Examine the entries and show every line in which the word "canvas" is found.

--- Record extracts Enclosed Below ---

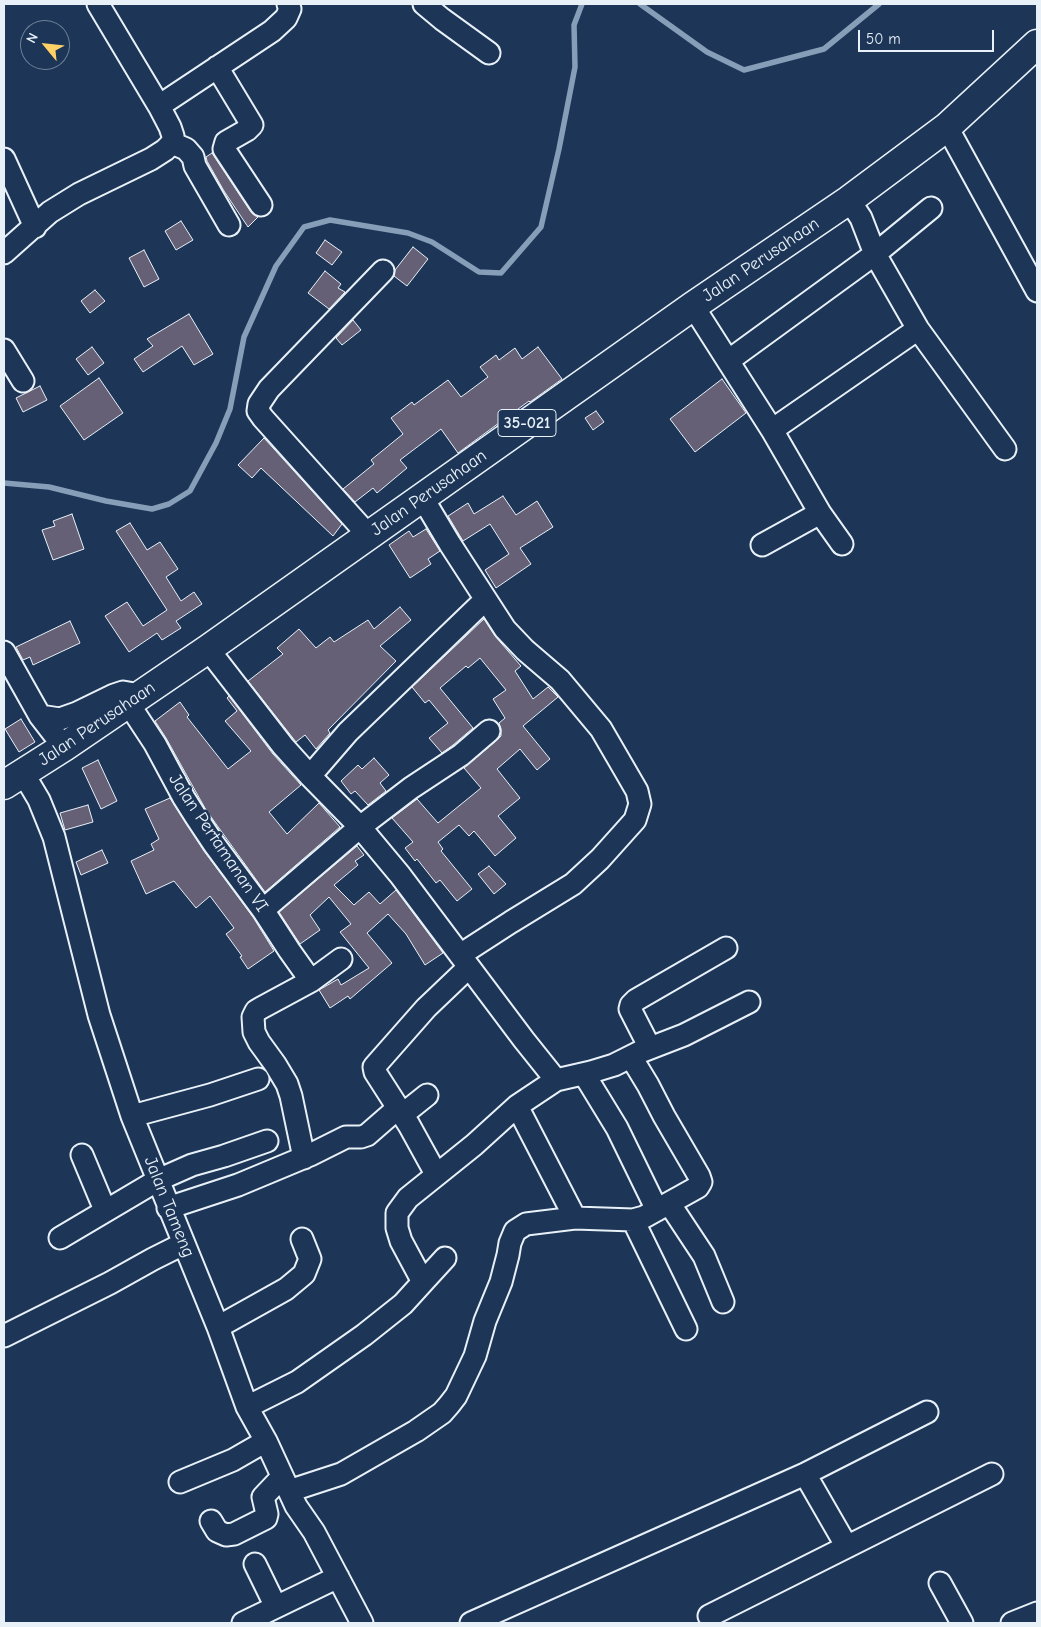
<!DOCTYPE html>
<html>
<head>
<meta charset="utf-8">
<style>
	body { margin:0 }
	#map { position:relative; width:1041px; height:1627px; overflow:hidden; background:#1d3557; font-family:"Comic Neue",sans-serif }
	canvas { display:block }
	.frame { position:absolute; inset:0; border:5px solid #e8f1f8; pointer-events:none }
	.north { position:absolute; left:20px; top:20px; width:50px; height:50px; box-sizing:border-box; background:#1d3557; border:1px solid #6e8097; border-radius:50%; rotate:298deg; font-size:14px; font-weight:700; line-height:20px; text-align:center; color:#e8f1f8 }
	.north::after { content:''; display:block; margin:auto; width:18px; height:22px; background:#ffd166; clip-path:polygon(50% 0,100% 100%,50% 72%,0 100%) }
	.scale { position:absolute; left:858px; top:30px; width:136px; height:22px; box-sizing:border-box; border:2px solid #e8f1f8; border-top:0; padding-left:6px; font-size:15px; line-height:18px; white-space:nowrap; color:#e8f1f8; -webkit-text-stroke:4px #1d3557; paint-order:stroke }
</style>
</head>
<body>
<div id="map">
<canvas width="1041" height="1627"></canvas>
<div class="frame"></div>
<div class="north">N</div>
<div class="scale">50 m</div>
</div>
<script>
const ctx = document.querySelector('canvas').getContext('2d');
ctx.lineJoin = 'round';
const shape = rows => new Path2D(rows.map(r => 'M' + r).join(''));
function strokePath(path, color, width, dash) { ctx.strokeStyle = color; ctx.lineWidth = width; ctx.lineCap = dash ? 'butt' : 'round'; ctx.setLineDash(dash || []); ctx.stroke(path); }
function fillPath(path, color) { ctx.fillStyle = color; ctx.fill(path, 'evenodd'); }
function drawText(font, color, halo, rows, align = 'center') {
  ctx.font = font + ' "Comic Neue",sans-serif'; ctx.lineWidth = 5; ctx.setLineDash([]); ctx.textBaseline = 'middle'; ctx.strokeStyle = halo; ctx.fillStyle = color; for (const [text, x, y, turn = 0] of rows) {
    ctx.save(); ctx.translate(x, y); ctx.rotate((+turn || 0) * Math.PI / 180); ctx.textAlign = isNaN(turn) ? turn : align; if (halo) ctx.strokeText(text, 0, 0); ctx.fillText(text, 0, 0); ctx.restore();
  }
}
strokePath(shape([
	[640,4,707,52,744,70,824,49,879,4],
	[4,483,49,487,106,501,152,509,169,504,190,491,216,443,230,409,244,337,276,266,304,227,330,220,408,233,432,242,479,272,501,273,541,227,559,149,575,67,574,25,582,4]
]), '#879eb8', 5.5);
const building = shape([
	[212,153,251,212,258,217,248,227,224,191,207,161,206,157,212,153],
	[181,221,193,240,176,250,165,231,181,221],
	[325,240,342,252,332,265,316,253,325,240],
	[413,247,428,259,407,286,394,276,395,270,413,247],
	[144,250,159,279,144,287,129,258,144,250],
	[325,271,341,284,338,288,345,292,329,309,308,293,325,271],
	[95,290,105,301,90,313,81,301,95,290],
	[189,314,213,354,194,365,182,346,143,372,134,359,153,346,147,339,189,314],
	[353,320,361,330,342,345,336,338,353,320],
	[92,347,104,363,88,375,76,359,92,347],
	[538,347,562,379,530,402,529,401,458,453,441,429,400,460,407,468,377,493,373,488,355,502,343,489,374,464,371,460,403,434,391,418,412,402,414,405,448,380,461,397,488,377,480,367,496,355,499,360,515,348,522,359,538,347],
	[99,378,123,413,84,440,60,406,99,378],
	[722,379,746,413,695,452,670,419,722,379],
	[40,386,47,400,23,412,16,398,40,386],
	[596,411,604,422,593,430,585,418,596,411],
	[264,438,342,524,333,536,261,468,252,478,238,465,264,438],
	[503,496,516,515,537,501,553,527,520,548,531,564,496,588,485,570,509,554,490,524,463,541,448,516,468,503,474,514,503,496],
	[72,514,84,549,53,560,42,530,55,526,53,521,72,514],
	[130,523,147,550,160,542,178,569,166,577,181,601,194,592,202,604,176,621,181,628,162,640,157,633,129,652,105,616,127,602,143,626,167,610,116,531,130,523],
	[426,529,440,551,428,559,431,564,410,578,389,545,409,531,413,537,426,529],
	[400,607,411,620,380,646,396,661,328,730,330,733,316,749,305,735,296,742,248,681,283,654,277,648,299,629,316,648,330,637,334,642,368,620,374,629,400,607],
	[484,619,495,636,521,666,515,671,533,699,548,687,558,697,523,726,550,759,537,770,520,749,497,769,520,798,498,816,516,838,495,856,474,831,469,836,459,825,438,842,443,849,441,851,472,889,457,901,440,880,436,883,417,859,415,861,405,848,413,842,392,818,417,799,438,823,481,788,464,768,497,740,501,736,501,729,499,723,505,718,493,699,506,690,480,658,468,668,466,666,440,688,473,728,453,745,442,753,429,738,448,723,429,700,425,703,412,687,484,619],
	[70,621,80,643,33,665,30,657,23,660,16,647,70,621],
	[229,696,273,754,301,785,269,812,287,834,319,803,340,827,265,892,206,810,166,738,155,721,180,702,189,715,187,717,228,769,251,751,225,721,237,711,227,698,229,696],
	[21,719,35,742,19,752,5,729,21,719],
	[374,758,389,775,380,783,386,791,368,805,355,791,351,794,341,781,358,765,362,769,374,758],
	[98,760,117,801,101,809,82,768,98,760],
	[170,798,204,851,253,917,274,951,248,969,240,957,242,956,226,934,234,928,210,896,196,908,174,881,146,894,131,861,154,850,151,844,159,839,145,809,170,798],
	[88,805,93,822,65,830,60,813,88,805],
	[357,846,364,855,355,861,358,865,334,885,354,905,369,892,380,904,396,890,443,953,425,965,406,934,388,914,367,933,392,963,350,999,348,996,330,1008,319,990,338,979,341,985,369,968,340,932,351,924,329,897,310,915,320,930,300,944,279,912,357,846],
	[102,850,108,863,81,875,76,862,102,850],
	[489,866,506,884,494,894,478,874,489,866]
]);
fillPath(building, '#656075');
strokePath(building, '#e8f1f8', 1);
const minor = shape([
	[424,4,442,19,489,53],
	[217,67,252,125,247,130,226,142,224,149,261,205],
	[159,106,272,31,286,18,290,9,288,4],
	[947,127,1037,291],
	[172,143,186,149,193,157,195,166,229,225],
	[4,159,35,227],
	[849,200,861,218,875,254,918,329,1005,449],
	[4,253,50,212,79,194,151,159,165,150,172,143,173,136,170,127,159,106,98,4],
	[693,306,772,430,820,513,842,544],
	[4,350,23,381],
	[728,361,875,254,931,208],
	[772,430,918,329],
	[422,497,450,544,505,629,525,650,560,680,601,729,626,772,637,791,640,804,635,820,600,859,573,884,511,922,460,955],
	[369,536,263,418,258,411,259,404,269,389,383,271],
	[762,545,820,513],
	[208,649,283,746,310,776,360,827,400,875,524,1040,556,1080,517,1106,474,1145,408,1198,397,1213,397,1228,401,1241,423,1282,403,1304,364,1335,297,1382,247,1407],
	[4,652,40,716,64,747],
	[128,703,155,744,184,798,196,817,214,844,263,910,289,950,311,981],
	[40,716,60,719,77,713,114,695,123,692,140,695],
	[23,773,39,800,54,837,99,1015,132,1116,218,1327,247,1407,266,1441,296,1506,314,1532,362,1623],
	[310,776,348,732,485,600],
	[263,910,360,827,411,788,461,755,489,731],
	[650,1048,630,1009,631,1005,636,1000,726,948],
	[584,1074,617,1128,657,1210],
	[556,1080,591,1072,614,1065,640,1052,684,1035,749,1002],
	[517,1106,575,1218],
	[402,1115,427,1095],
	[132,1116,210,1095,258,1079],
	[82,1155,105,1210],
	[304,1158,291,1096,287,1084,275,1064,259,1042,254,1032,253,1017,256,1011,261,1008,311,981,341,959],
	[436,1174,409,1125,375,1072,374,1067,426,1008,469,967],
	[669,1203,704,1256,723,1302],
	[168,1208,238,1185,310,1155,346,1137,361,1137,367,1135,398,1108],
	[633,1220,686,1329],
	[60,1238,158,1180,192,1165,224,1156,267,1141],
	[423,1282,445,1258],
	[218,1327,286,1289,304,1274,310,1259,302,1239],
	[4,1336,110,1283,153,1259,183,1244],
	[805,1474,847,1547],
	[180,1482,233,1460,266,1441],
	[289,1491,341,1474,416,1431,442,1413,449,1405,456,1396,475,1356,485,1321,501,1282,508,1255,510,1243,515,1231,526,1224,575,1218,633,1220,644,1217,698,1187,701,1182,699,1176,664,1116,648,1085,631,1057],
	[211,1521,217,1531,226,1535,234,1534,266,1518,267,1514,263,1497,282,1477],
	[255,1564,276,1607],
	[940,1583,962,1623],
	[709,1616,992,1474],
	[243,1623,338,1577],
	[471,1623,805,1474,927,1412],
	[1012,1623,1037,1613]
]);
const major = shape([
	[4,785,64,747,208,649,693,306,849,200,947,127,1037,44]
]);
strokePath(minor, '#e8f1f8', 25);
strokePath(major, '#e8f1f8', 31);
strokePath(minor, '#1d3557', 21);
strokePath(major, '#1d3557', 28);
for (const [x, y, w] of [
	[527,423,58]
]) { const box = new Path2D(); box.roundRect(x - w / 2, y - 13.5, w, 27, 4); ctx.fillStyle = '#1d3557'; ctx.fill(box); strokePath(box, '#e8f1f8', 1); }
drawText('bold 16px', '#e8f1f8', null, [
	["35-021",527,423]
]);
drawText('18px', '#e8f1f8', '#1d3557', [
	["Jalan Perusahaan",761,260,-34],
	["Jalan Perusahaan",429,493,-35],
	["Jalan Perusahaan",97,724,-34],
	["Jalan Pertamanan VI",218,843,56],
	["Jalan Tameng",169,1207,68]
]);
</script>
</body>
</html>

--- End of Enclosed Record extracts ---

• [Task result]:
	canvas { display:block }
<canvas width="1041" height="1627"></canvas>
const ctx = document.querySelector('canvas').getContext('2d');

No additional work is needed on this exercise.